Monday, July 30, 2012

Mission to Pingelap: 28mm Colonial Adventure in the Pacific

The last variation of "Ponape" came in the form of "Mission to Pingelap".  The only negative thing about Ponape was the cargo room needed to transport the game to gaming sites, as my own table was no longer big enough to field the entire terrain set.  This resulted in my adapting some of the Ponape terrain to another island, i.e., a more flexible gameboard requiring less cargo room.  After searching around on the maps of Micronesia, I settled on naming my new island after Pingelap.  In reality, Pingelap is a very small island, an atoll with a central lagoon, and population a little above 200.

For my game, Pingelap was the site of a Christian mission, a native population, and a small trading post/village.  The island map featured coast on opposing ends with the mission on one side, the village on the other, and the natives in the middle.  The interior of the island was quite bumpy (unlike the real island) filled with rocky formations providing plenty of hiding places for pirates, castaways, giant mythical birds, and whatever else might be needed for adventure.

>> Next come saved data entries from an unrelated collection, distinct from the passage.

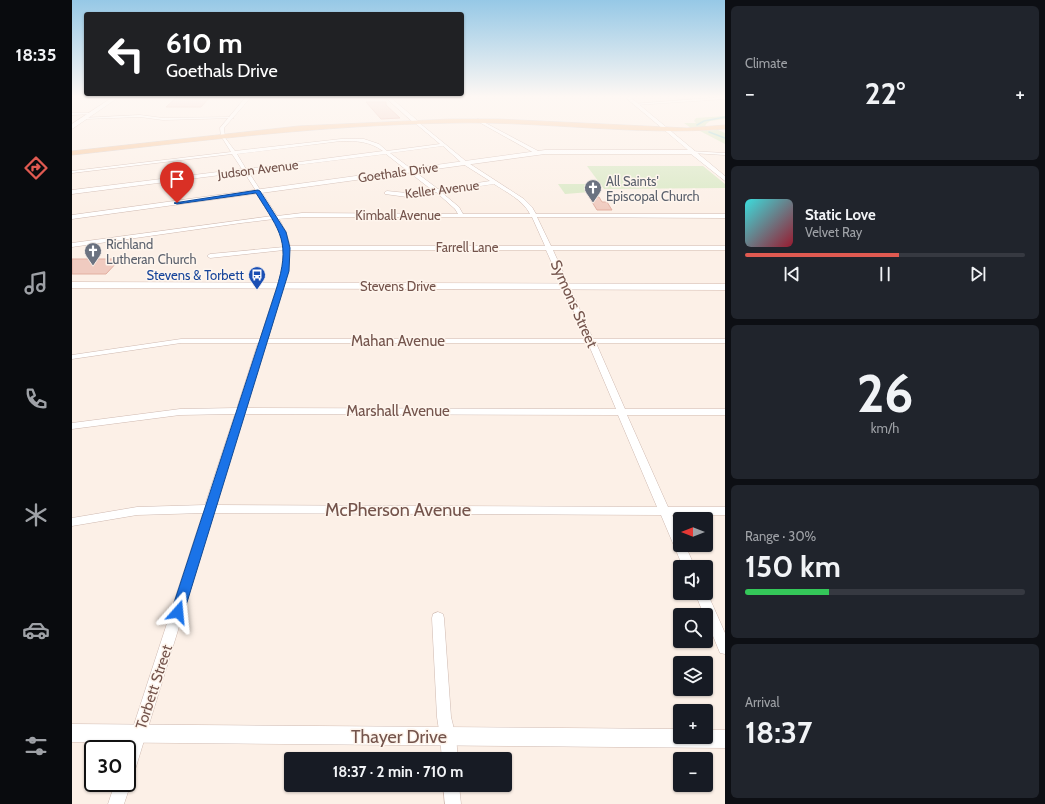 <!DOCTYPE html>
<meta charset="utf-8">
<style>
body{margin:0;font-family:Cabin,sans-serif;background:#20242c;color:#f1f3f6;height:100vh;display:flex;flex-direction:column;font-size:15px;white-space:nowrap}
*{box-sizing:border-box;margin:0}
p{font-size:13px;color:#9ea1a6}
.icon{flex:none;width:22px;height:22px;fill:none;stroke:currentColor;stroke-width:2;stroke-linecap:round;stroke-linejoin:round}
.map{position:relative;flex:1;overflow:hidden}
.sheet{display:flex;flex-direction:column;gap:6px;padding:6px;background:#0d0f14;width:320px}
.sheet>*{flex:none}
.guide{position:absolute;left:12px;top:12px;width:380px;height:84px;border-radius:4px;box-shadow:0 1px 3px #0004;background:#202124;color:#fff;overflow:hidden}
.needle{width:26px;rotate:270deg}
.controls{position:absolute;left:601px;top:512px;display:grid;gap:8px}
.controls a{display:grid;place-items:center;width:40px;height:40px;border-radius:4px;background:#171b24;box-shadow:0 1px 3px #0004;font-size:20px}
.speed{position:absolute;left:12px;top:740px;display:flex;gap:8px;font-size:20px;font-weight:700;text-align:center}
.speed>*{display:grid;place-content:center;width:52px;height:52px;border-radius:50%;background:#171b24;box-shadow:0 1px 3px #0004;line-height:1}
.speed .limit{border:2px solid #111;border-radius:6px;background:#fff;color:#111}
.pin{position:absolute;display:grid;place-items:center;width:34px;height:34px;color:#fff;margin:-41px -17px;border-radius:50% 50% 50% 0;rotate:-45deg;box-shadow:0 0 4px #0007}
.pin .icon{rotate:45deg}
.me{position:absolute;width:44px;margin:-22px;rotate:18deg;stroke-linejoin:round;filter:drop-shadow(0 0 3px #0008)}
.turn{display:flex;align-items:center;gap:14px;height:84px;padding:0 16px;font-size:18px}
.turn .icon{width:52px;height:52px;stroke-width:2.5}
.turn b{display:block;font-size:28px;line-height:34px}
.big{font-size:30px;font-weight:800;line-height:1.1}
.sheet .card{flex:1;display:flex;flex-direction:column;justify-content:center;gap:6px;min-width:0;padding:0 14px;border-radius:6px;background:#20242c}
.sheet .dial{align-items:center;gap:0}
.dial b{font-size:52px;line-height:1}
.song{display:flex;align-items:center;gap:12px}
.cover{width:48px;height:48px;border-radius:6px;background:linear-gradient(135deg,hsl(180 70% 55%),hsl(350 70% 35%))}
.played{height:4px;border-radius:2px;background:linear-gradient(90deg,#e05a51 55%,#363941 55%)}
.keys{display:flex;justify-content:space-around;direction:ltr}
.heat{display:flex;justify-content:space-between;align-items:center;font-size:22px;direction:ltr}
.charge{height:6px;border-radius:3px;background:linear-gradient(90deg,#34c759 30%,#363941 0)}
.trip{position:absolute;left:212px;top:752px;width:228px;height:40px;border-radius:4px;background:#171b24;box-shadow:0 1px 3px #0004;font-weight:800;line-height:40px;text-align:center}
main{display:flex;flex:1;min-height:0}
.menu{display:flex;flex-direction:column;width:72px;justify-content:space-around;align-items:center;background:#090b0e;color:#9ea1a6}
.menu .icon{width:28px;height:28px}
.menu .current{color:#e05a51}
.menu b{font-size:18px;color:#f1f3f6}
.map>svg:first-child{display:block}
</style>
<main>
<nav class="menu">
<b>18:35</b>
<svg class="icon current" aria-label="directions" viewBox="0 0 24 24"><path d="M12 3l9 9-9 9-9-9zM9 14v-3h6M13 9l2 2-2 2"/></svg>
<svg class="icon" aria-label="music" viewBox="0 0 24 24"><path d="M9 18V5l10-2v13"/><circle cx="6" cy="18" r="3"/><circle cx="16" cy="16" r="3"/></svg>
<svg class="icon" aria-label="phone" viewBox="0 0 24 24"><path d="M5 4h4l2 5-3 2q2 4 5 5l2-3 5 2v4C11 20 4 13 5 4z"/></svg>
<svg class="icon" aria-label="climate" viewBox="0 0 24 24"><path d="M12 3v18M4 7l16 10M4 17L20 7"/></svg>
<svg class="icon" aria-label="car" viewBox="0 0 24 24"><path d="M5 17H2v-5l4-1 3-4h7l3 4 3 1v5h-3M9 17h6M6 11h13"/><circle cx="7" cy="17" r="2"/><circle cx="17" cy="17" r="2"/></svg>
<svg class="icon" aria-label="filters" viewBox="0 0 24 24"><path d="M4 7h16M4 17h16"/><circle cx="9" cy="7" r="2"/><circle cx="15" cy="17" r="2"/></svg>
</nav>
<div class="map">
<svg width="653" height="804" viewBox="0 0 653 804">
<rect width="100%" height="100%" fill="#fcf0e7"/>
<!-- green -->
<g fill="#dae9c6">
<path d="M653,116V119L638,121L634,124L633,127L619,128L612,123H624L622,121L624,118Z"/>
<path d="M646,130L653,133V144L628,131Z"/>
<path d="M515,166H631L653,184V188L532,189Z"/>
<path d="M486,184H513L518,192L493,194Z"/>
</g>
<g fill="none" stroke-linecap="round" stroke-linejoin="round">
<!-- stream -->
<g stroke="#a3d6d6" stroke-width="1.5">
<path d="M625,125L632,121L653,117"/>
<path d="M637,132L653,138"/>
</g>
</g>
<!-- building -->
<g fill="#f0cbc0" stroke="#e2afa1">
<path d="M105,97H138L129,107H94Z"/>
<path d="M294,102H314V105L328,118L309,119Z"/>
<path d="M517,197H527L530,202H535L540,210H525Z"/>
<path d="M0,259H48L34,274H0Z"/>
</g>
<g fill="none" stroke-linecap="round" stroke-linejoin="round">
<!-- minor casing -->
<g stroke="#cfb9b0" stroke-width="1">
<g id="minor">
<path d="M653,97V99L563,105L561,104Z"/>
<path d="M0,113H20L22,114L0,115Z"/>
<path d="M68,115L91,118L160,117L162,118L91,120L68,117L13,119L11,118Z"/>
<path d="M406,119L468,152V153L464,154L405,121Z"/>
<path d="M343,121H345L395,162L452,199L460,207L464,214H653V218L465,217L479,246H653V250H481L521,339H653V343H524L553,409H653V415H555L596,507H653V515H600L608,533V545H613L623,567H611L589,515L142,513L63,770L61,776L56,777L59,783L52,804H36L43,783H55L54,749L131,513L65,515L0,526V518L65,507L133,505L163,414L108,415L0,429V423L108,409L165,408L186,343H109L0,359V355L109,339H188L210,271L212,250L138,258L135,256L138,254L212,247L208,232L202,219L169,223L0,247V243L200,216L172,172L0,194V190L170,169L160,154L0,173V171L159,152L149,136L151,135L163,151L269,139H292L307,144L315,151L368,144L343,123ZM269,141C285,141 297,141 311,151L174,169L165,154ZM371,146L391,164L418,181L366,189L318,153ZM314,154L360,190L335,193L315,191L313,192V194L335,197L364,192L383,209L386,214L230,213L205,216L176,171ZM422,184C434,192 451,200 458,214H391L387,207L369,192ZM230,217H460L473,246H218L214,232L207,219ZM218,250H474L514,339H196L216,271ZM194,343H516L544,409L174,408ZM172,414L546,415L585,507L144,505Z"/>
<path d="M617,151L653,153V155L619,153Z"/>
<path d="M634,590L653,633V654L648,653L634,619V615H632L623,593H634Z"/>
<path d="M366,612L371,614L372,618L379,717L384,737L386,759H370L368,737L365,717L360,618L361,614Z"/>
<path d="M371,785H387L389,804H373Z"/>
</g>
</g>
<!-- tertiary casing -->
<g stroke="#cfb9b0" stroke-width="1">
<g id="tertiary">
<path d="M174,97H179L152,128L153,137H149L148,128Z"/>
<path d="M313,97H318L346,121V123H342Z"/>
<path d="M553,97H558L653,176V181L619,154H473L0,219V215L473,150H616Z"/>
<path d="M0,724L608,729V737H634V730H653V748L0,742Z"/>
</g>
</g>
<!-- secondary casing -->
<g stroke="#d2b8ae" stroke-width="1">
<g id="secondary">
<path d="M41,97H47L0,129V124Z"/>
<path d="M0,282L653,284V290L0,288Z"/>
</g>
</g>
<!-- primary casing -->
<g stroke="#d8cfcd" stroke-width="1">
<path id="primary" d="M379,119H426L615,128L653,125V129C562,136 471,121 380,123C253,125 126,141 0,155V151L227,126Z"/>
</g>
<!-- minor -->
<use href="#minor" fill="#fff" fill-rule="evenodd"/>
<!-- tertiary -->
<use href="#tertiary" fill="#fff" fill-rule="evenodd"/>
<!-- secondary -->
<use href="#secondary" fill="#fff" fill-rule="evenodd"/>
<!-- primary -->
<use href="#primary" fill="#f7caa2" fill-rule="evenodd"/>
</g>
<!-- sky -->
<linearGradient id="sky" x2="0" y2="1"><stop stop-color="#96c8e6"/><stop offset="0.46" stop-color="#fef8f4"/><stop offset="1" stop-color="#fef8f4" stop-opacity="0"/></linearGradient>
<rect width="653" height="210" fill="url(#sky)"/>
<!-- route -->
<path fill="#1a73e8" stroke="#114b97" d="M186,190L188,191L214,232L218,248L217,271L112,612L110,616L106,618L101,616L99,612L204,290C219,242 209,233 184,193L105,204L102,203Z"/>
<!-- icons -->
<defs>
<g id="church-pin" transform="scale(0.9)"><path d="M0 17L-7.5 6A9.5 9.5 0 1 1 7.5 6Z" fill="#6b7280" stroke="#fef5ed"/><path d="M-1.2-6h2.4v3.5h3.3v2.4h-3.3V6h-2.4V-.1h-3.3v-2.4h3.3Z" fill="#fff"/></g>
<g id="bus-pin" transform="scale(0.9)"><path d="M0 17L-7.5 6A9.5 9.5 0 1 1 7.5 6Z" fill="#1a4fb4" stroke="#fef5ed"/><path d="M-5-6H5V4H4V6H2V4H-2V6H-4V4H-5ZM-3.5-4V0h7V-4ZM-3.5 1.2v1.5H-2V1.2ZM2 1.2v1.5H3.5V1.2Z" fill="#fff"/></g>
</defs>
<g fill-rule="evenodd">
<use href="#church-pin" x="521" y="188"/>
<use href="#church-pin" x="21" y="251"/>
<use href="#bus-pin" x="185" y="275"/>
</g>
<g text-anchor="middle" stroke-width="3" stroke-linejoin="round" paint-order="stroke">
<!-- far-street labels -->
<g font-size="13" fill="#74544c" stroke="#fef5ed">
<text transform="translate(186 169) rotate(-7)" y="5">Judson Avenue</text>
<text transform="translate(326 172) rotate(-8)" y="5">Goethals Drive</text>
<text transform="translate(370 189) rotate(-7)" y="5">Keller Avenue</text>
<text x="326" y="220">Kimball Avenue</text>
<text x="395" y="252">Farrell Lane</text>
<text x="326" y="291">Stevens Drive</text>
</g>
<!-- far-worship labels -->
<g font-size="13" fill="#5b616d" stroke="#fef5ed" text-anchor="start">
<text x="534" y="186">All Saints'<tspan x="534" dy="15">Episcopal Church</tspan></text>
<text x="34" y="249">Richland<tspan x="34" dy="15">Lutheran Church</tspan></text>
</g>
<!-- far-transit labels -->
<g font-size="13" fill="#164399" stroke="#fef5ed" text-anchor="end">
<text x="172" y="280">Stevens &amp; Torbett</text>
</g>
<!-- street labels -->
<g font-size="15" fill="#74544c" stroke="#fef5ed">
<text transform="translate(502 304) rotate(66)" y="5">Symons Street</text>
<text x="326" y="346">Mahan Avenue</text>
<text x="326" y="416">Marshall Avenue</text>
<text transform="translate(82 687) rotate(-72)" y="5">Torbett Street</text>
</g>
<!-- near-street labels -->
<g font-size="18" fill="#74544c" stroke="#fef5ed">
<text x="326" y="516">McPherson Avenue</text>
<text x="327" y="743">Thayer Drive</text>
</g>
</g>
</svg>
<div class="controls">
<a><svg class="needle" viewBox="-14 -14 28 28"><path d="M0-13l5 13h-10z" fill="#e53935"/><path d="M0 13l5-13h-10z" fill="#9ea1a6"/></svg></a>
<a><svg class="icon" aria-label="sound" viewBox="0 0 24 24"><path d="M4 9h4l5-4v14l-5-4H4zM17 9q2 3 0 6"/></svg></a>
<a><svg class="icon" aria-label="search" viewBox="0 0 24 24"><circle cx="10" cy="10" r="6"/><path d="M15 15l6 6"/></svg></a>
<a><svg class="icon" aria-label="layers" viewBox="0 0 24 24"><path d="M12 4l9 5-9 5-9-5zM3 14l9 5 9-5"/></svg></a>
<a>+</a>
<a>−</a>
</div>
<div class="speed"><div class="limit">30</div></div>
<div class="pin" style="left:105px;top:203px;background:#d93025"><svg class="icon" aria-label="arrive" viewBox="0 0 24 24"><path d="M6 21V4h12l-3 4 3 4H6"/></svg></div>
<svg class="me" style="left:106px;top:612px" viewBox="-20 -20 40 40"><path d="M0-17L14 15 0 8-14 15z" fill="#1a73e8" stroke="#fff" stroke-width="4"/></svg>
<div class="trip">18:37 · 2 min · 710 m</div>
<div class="guide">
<div class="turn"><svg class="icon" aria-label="left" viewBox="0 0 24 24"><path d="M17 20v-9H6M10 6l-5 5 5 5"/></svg><div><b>610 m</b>Goethals Drive</div></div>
</div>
</div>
<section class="sheet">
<div class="card"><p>Climate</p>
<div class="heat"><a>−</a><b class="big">22°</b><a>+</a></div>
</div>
<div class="card">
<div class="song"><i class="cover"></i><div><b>Static Love</b><p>Velvet Ray</p></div></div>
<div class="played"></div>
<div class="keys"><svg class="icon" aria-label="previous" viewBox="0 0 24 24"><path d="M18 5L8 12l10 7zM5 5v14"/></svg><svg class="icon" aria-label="pause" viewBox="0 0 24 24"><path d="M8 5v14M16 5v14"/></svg><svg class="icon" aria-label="next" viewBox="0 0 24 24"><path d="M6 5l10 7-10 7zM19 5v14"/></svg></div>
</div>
<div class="card dial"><b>26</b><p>km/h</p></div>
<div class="card"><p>Range · 30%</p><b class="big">150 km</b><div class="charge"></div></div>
<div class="card"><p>Arrival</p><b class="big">18:37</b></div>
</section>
</main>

Here is a  photo of part of the island under construction:

The finished sections are from Ponape, losing the fortress and ramp up to it  resulted in a huge space savings during transport. Here is the the above terrain completed:

I believe the complete footprint was 11'x6', about seven feet of the eleven is pictured above.

The new native village...

...the castaway's shack....

...and the Christian mission.

The original Mission to Pingelap scenario centered partially around around a newspaper article by a creative reporter, proclaiming "Vegetarians Eaten by Cannibals", "All lives lost at Pingelap Mission".  This resulted in British and Spanish naval forces responding, who would run into the quite healthy missionaries, an explorer looking for the source of the native giant bird myth, pirates looking to kidnap some natives and to extinguish the mission, etc.

The game looked like this:

The trading post/village side of the island above.

The mission side of the island.

The island interior with many channels created by the rocky formations.  the native village is to the right, and was located near the mission.

Various parties in search of adventure in the distance.

The native tribe investigating all of the recent activity on the island.

Most of the parties found themselves at this site by the end of the game, several meeting their end here.  The mythical bird wasn't a myth, and was discovered by the explorer's party.  The explorer was then discovered by the pirates.  That ended badly for the explorer.   In turn, many pirates died at the sharp end of a beak, but in the end, the bird was no match for so many rifles.  The remaining pirates were no match for the natives, who were no match for the British Navy.  The Spanish must have gotten lost in the jungle, but lived to tell about it.

Though it started with the movie Nate and Hayes, when I realized that the figs were available to create the game, I had no idea how much research I would do for such a whimsical game.  Starting with an investigation of just who this Bully Hayes was, lead to a general history of exploration (and exploitation) of the Pacific peoples and islands,  further leading to study of 19th century China, East Asia, and Australia.  When done I had collected maybe three dozen volumes ranging back to the 1870s, many maps, post cards, and other bits (even an old cigarette card depicting Bully Hayes) offering windows into a fascinating history, otherwise hidden from from me for so many years.  This part of the colonial Victorian era offers a rich, endless source of adventure for the miniatures or role-playing gamer, and from what I can tell is almost completely untapped by the gaming community.

The Ponape games that I ran in the early 2000s remain some of the best gaming experiences that I have shared in.  The best thing about Ponape were the players, and I must thank them all, particularly the guys from Wayne's Legion Historical gamers, and the Colby Street Irregulars.  Truly the best.

A number of factors resulted in temporarily shelving Ponape. Unfortunately, the temporary shelving has stretched into around seven years now.  At one point I considered selling off the figs and getting rid of the terrain, and I did sell some of the extra figs that were never used.  I also considered making some modules that would interface with the colonial terrain, and allow me to use some of it in a post apocalypse setting, or a sci-fi version of Ponape, but don't know  if either will ever materialize.  I am sure that Ponape will rise from the sea once again, as there are simply too many adventures left undone.
Thanks for looking.

1 comment:

  1. Your terrain table is awesome and I remember seeing Ponape at my first Origins in the early 2000's. Alas I didn't get to play in it as I had other committments. Very glad to see a version of it come back to life.